Laws Meant to Save Water Unexpectedly Led to More Air Pollution: Study

Legislations by Haryana and Punjab governments to save groundwater seems to have had an unexpected outcome – an increase in winter time air pollution in northern India, suggests a latest study.

The study done by a team of researchers from India, the United States of America and Mexico was published in the journal Nature Sustainability in June 2019. The researchers used satellite data to understand the implications of “groundwater conservation policies on air quality in northwest India.” According to the study, the “changing patterns of rice production and agricultural burning” facilitate this increase in air pollution.

Haryana and Punjab have the highest yields of rice and wheat in South Asia. Irrigation practices for these crops, however, pose a threat to the region’s groundwater levels that are being fast depleted. This, in turn, could endanger the country’s food security, a situation that triggered laws to reduce dependence on groundwater. In 2009, the Punjab Preservation of Subsoil Water Act and the Haryana Preservation of Subsoil Water Act were passed by the respective state governments.

“Punjab and Haryana governments introduced groundwater legislations in 2009 to prohibit early rice establishment in the season, in an attempt to reduce groundwater usage for irrigation. The legislation pushed back rice planting from May, when farmers were solely dependent on groundwater reserves, to June, in order to bring cultivation closer to the monsoon season,” Balwinder Singh, the first author of the study, told Mongabay-India.

“By delaying the rice planting season, farmers had fewer days between harvesting the rice and planting the next crop, mainly wheat, meaning Indian farmers have been forced to burn their residues within a narrower stretch of time,” explained Singh, who works with the International Maize and Wheat Improvement Center (CIMMYT) in Delhi.

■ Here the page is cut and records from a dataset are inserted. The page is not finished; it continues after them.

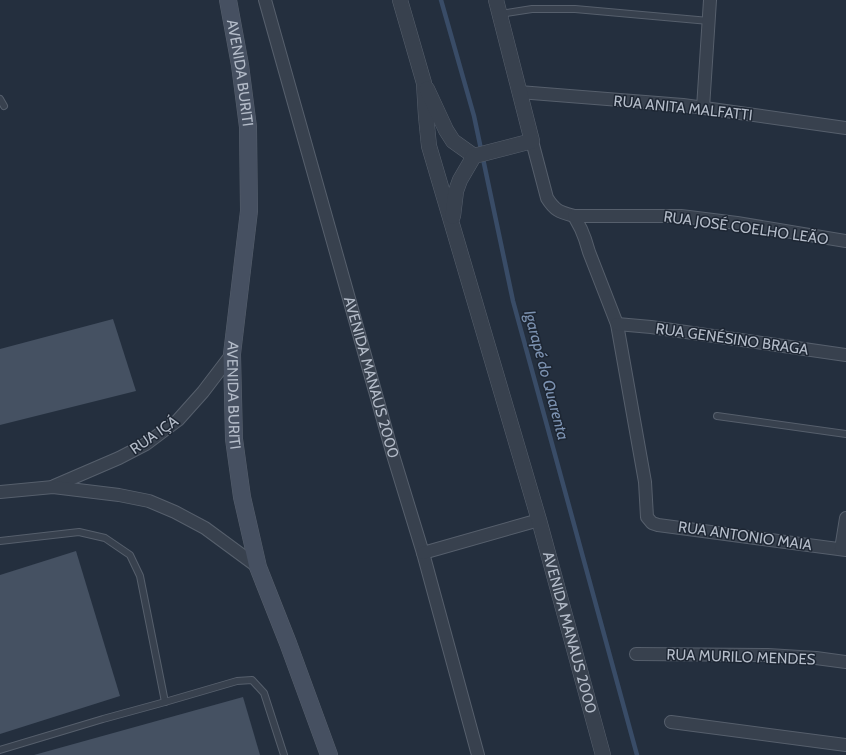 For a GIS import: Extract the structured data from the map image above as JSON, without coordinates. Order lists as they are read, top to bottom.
{
  "streets": {
    "main road": ["AVENIDA BURITI"],
    "street": [
      "RUA ANITA MALFATTI",
      "RUA JOSÉ COELHO LEÃO",
      "RUA GENÉSINO BRAGA",
      "AVENIDA MANAUS 2000",
      "RUA IÇÁ",
      "RUA ANTONIO MAIA",
      "RUA MURILO MENDES"
    ]
  },
  "crossings": [
    ["AVENIDA BURITI", "RUA IÇÁ"],
    ["RUA GENÉSINO BRAGA", "RUA ANTONIO MAIA"]
  ],
  "water": ["Igarapé do Quarenta"]
} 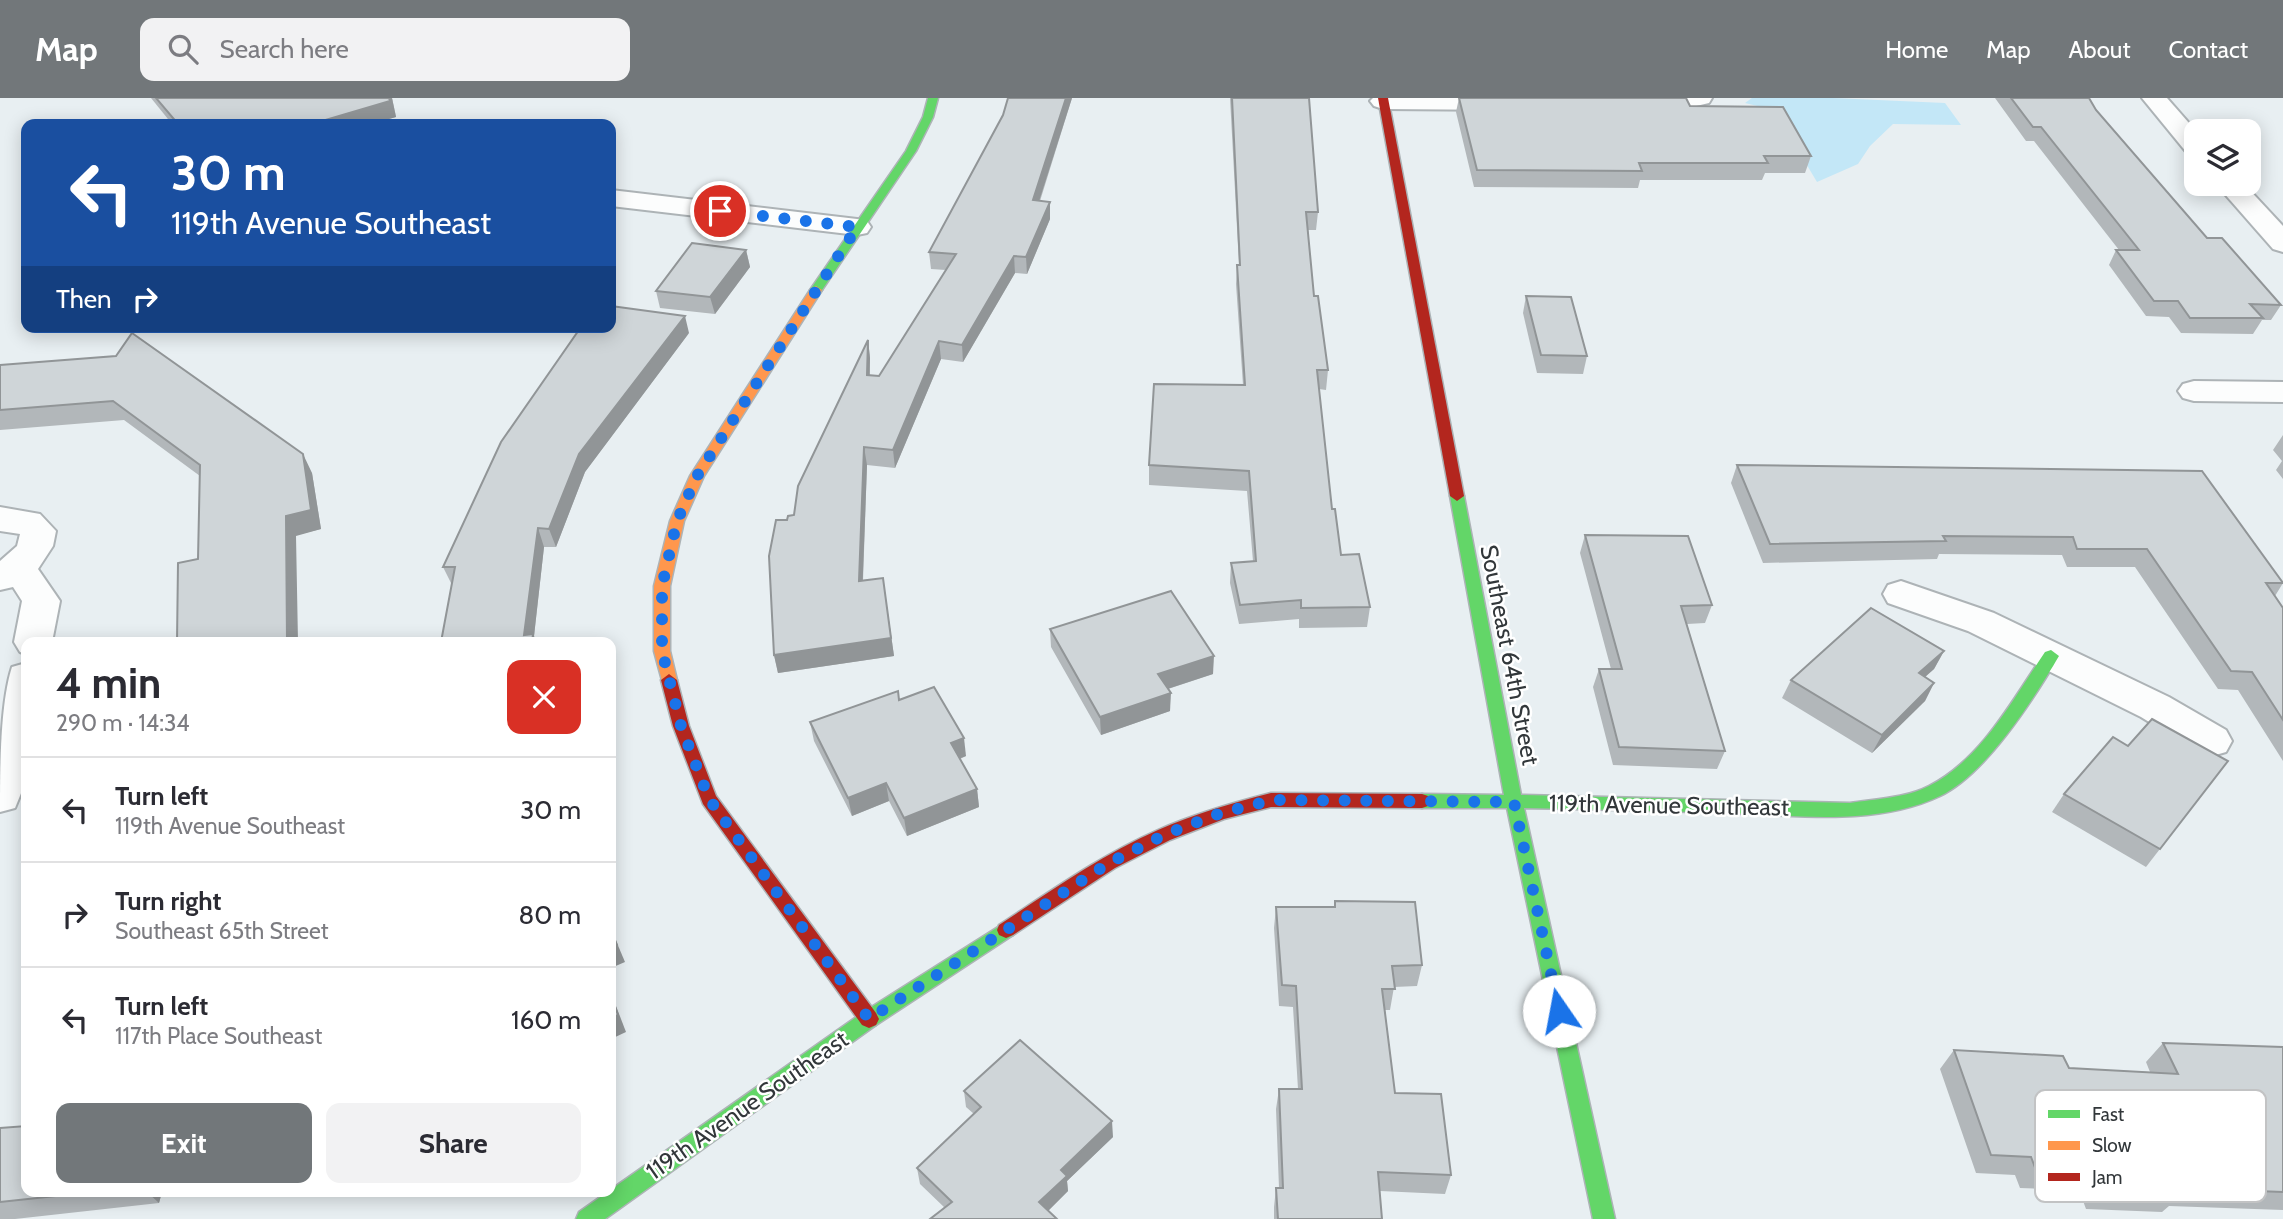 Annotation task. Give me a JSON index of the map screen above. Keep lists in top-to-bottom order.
{
  "streets": {
    "street": ["Southeast 64th Street", "119th Avenue Southeast"]
  },
  "crossings": [
    ["Southeast 64th Street", "119th Avenue Southeast"]
  ],
  "legend": ["Fast", "Slow", "Jam"],
  "page": {
    "header": "Map",
    "search": "Search here",
    "nav": [
      "Home",
      "Map",
      "About",
      "Contact"
    ],
    "turn": ["30 m", "119th Avenue Southeast"],
    "then": "Then",
    "heading": ["4 min", "290 m · 14:34"],
    "list": [
      {
        "name": "Turn left",
        "note": "119th Avenue Southeast",
        "value": "30 m"
      },
      {
        "name": "Turn right",
        "note": "Southeast 65th Street",
        "value": "80 m"
      },
      {
        "name": "Turn left",
        "note": "117th Place Southeast",
        "value": "160 m"
      }
    ],
    "buttons": ["Exit", "Share"]
  }
} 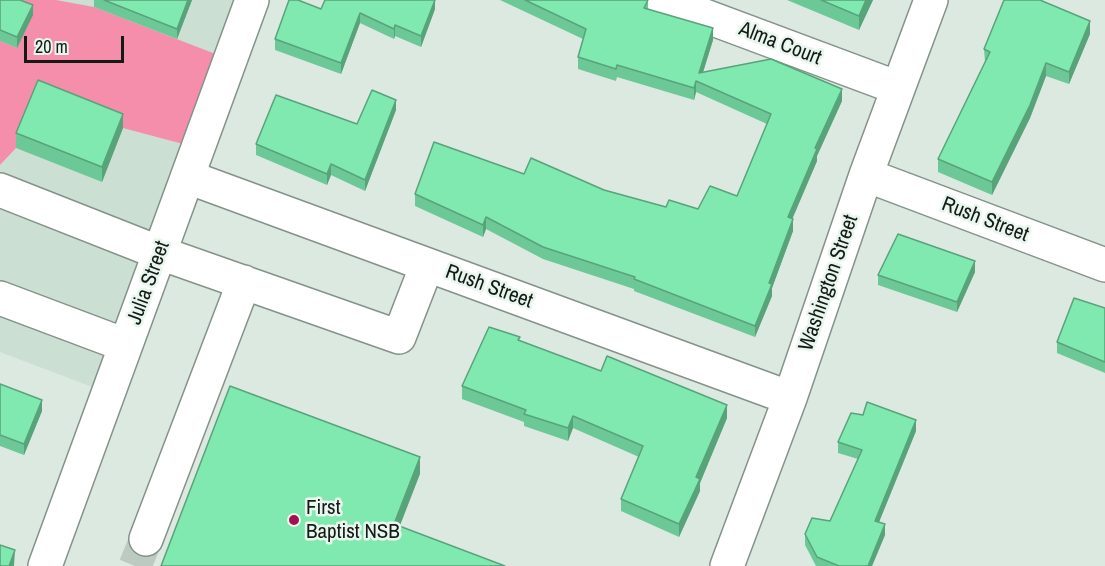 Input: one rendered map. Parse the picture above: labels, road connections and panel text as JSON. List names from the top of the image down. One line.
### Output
{"streets":{"street":["Alma Court","Rush Street","Julia Street","Washington Street"]},"crossings":[["Alma Court","Washington Street"],["Rush Street","Julia Street"],["Rush Street","Washington Street"]],"places":["First Baptist NSB"],"scale_bar":"20 m"} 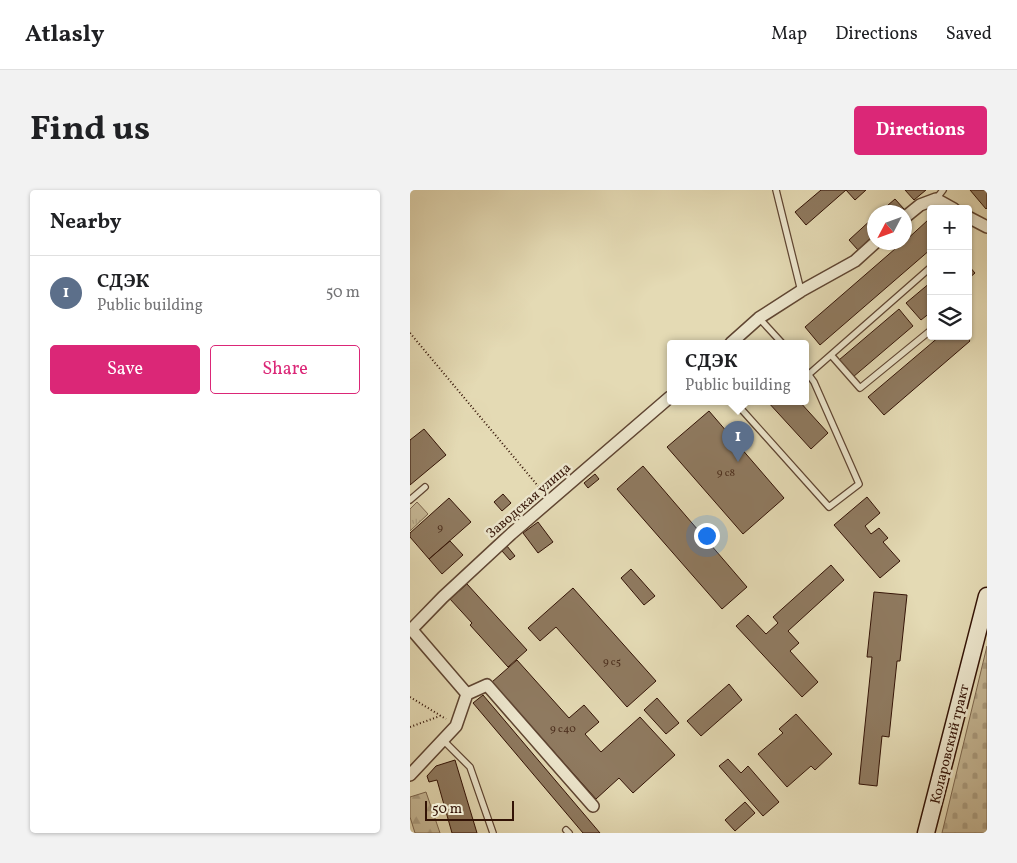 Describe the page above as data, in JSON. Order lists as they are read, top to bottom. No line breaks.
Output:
{"streets":{"main road":["Коларовский тракт"],"street":["Заводская улица"]},"house_numbers":["9 с8","9","9 с5","9 с40"],"scale_bar":"50 m","north":"bottom left","page":{"header":"Atlasly","nav":["Map","Directions","Saved"],"title":"Find us","buttons":["Directions",["Save","Share"]],"heading":"Nearby","map_buttons":["+","−"],"list":[{"mark":"1","name":"СДЭК","note":"Public building","value":"50 m"}],"popup":["СДЭК","Public building"],"pins":"1","scale":"50 m"}}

Practised widely across northern Indian states of Punjab, Haryana and Uttar Pradesh, residue burning is a method where farmers burn the rice residues in the field itself to clear it for sowing wheat. It is a debated practice, often held responsible for contributing to the air pollution in northern India.

Despite laws that ban the practice, approximately 23 million tonnes of rice residue is burned annually in Punjab and Haryana, with PM2.5 dominating the pollution load, noted the study.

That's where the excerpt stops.